廃教会での夜
森を抜けた先、街道から少し外れた丘の上に、それはあった。崩れかけた石造りの建物。尖塔は途中で折れ、蔦が壁を覆っている。けれど、扉だけはまだ形を保っていた。
「……教会、だね。」
莉亜が小さく呟く。
「廃教会みたいだ。人は……いなさそうだよ。」
周囲を見渡しながら答える。街道沿いで野宿するより、ずっと安全だ。壁があって、屋根がある。それだけで、見つからない確率は上がる。
「今日は、ここで夜を越そう。」
「うん……。」
莉亜は少し不安そうにしながらも、僕の後ろについて歩いた。無意識に半歩前に出る自分に気づいて、苦笑する。でも、いい。こうしていたい。
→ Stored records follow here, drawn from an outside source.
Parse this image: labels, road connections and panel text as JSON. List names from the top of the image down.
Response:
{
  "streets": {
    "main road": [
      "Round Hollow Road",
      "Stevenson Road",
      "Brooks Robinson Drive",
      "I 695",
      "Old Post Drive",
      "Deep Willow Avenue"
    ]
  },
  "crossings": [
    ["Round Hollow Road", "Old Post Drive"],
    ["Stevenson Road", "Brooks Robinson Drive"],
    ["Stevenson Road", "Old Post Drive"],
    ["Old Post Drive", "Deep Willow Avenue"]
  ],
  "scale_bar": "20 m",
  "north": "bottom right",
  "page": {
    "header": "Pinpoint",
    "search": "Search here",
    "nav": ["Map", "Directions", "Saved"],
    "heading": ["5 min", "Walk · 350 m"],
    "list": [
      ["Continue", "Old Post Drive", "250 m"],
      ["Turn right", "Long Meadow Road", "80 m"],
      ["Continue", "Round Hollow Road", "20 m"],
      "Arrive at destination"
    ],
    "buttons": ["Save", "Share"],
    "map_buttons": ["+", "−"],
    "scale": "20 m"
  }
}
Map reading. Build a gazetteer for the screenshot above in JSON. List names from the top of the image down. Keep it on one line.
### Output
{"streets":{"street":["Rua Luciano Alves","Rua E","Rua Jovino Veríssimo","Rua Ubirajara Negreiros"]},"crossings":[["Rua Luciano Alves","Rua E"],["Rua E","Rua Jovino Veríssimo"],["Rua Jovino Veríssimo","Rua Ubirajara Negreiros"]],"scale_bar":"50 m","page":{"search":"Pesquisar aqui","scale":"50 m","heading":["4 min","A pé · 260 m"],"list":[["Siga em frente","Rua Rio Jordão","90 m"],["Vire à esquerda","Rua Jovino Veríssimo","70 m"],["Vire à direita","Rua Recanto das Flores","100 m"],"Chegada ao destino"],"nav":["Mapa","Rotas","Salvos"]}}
扉を押すと、ぎい、と低い音がした。中はひんやりしていて、長椅子は倒れ、祭壇も崩れている。でも、雨風はしのげるし、外から見えにくい。
「……大丈夫そうだね。」
「うん。莉亜、寒くない?」
そう聞くと、莉亜は一瞬驚いた顔をして、それから小さく首を振った。
「平気。優真くんは?」
「大丈夫だよ。」
反射みたいに答えてしまって、少しだけ後悔する。でも、それでいい。莉亜に心配かけるよりずっと。
床を軽く掃いて、外から拾ってきた木で小さな火を起こす。炎が灯ると、教会の中に柔らかい影が揺れた。
莉亜が長椅子の端に腰掛けて、焚き火を見つめている。その横顔を見て、胸の奥がきゅっと締まった。
——こんな場所で眠らせるなんて。本当なら、もっと安全で、温かい場所で。でも今は、これが精一杯だ。
「……莉亜。」
「なに?」
振り返った彼女の瞳が、火の光を映して揺れる。
「ここ、怖かったら言って。すぐ外に出るし、僕、起きてるから。」
「……大丈夫だよ。優真くんがいるし」
その一言で、胸の奥が熱くなる。頼られるのは嬉しい。でもそれ以上に——失いたくない。
「無理しないでね。」
「うん。でも……優真くんこそ……。」
そう言って、莉亜は少しだけ近くに座り直した。
肩と肩が、かすかに触れる。
「……一緒だと、安心するね。」
「……うん。」
それ以上、言葉はいらなかった。
やがて莉亜の呼吸がゆっくりになり、まぶたが閉じられる。寝息を確認してから、僕は静かに立ち上がった。
祭壇の前に立ち、息を整える。魔力を抑え、外に漏れないよう慎重に。
囁くような声とともに、淡い光が足元から広がった。床をなぞり、壁を伝い、崩れた天井の縁まで——廃教会全体を包み込んだ。外からは見えない。音も、気配も、魔力も遮断する簡易結界だ。
振り返ると、莉亜は穏やかな顔で眠っていた。長い睫毛、安らいだ表情。僕は彼女から少し離れた場所に腰を下ろし、背中を壁に預けた。何が来ても、先に立つ。彼女が目を覚ましたとき、怖い思いをしないように。崩れた教会の天井を見上げながら、静かに誓った。――今日も莉亜を守る。焚き火の炎が、答えるみたいに小さく揺れた。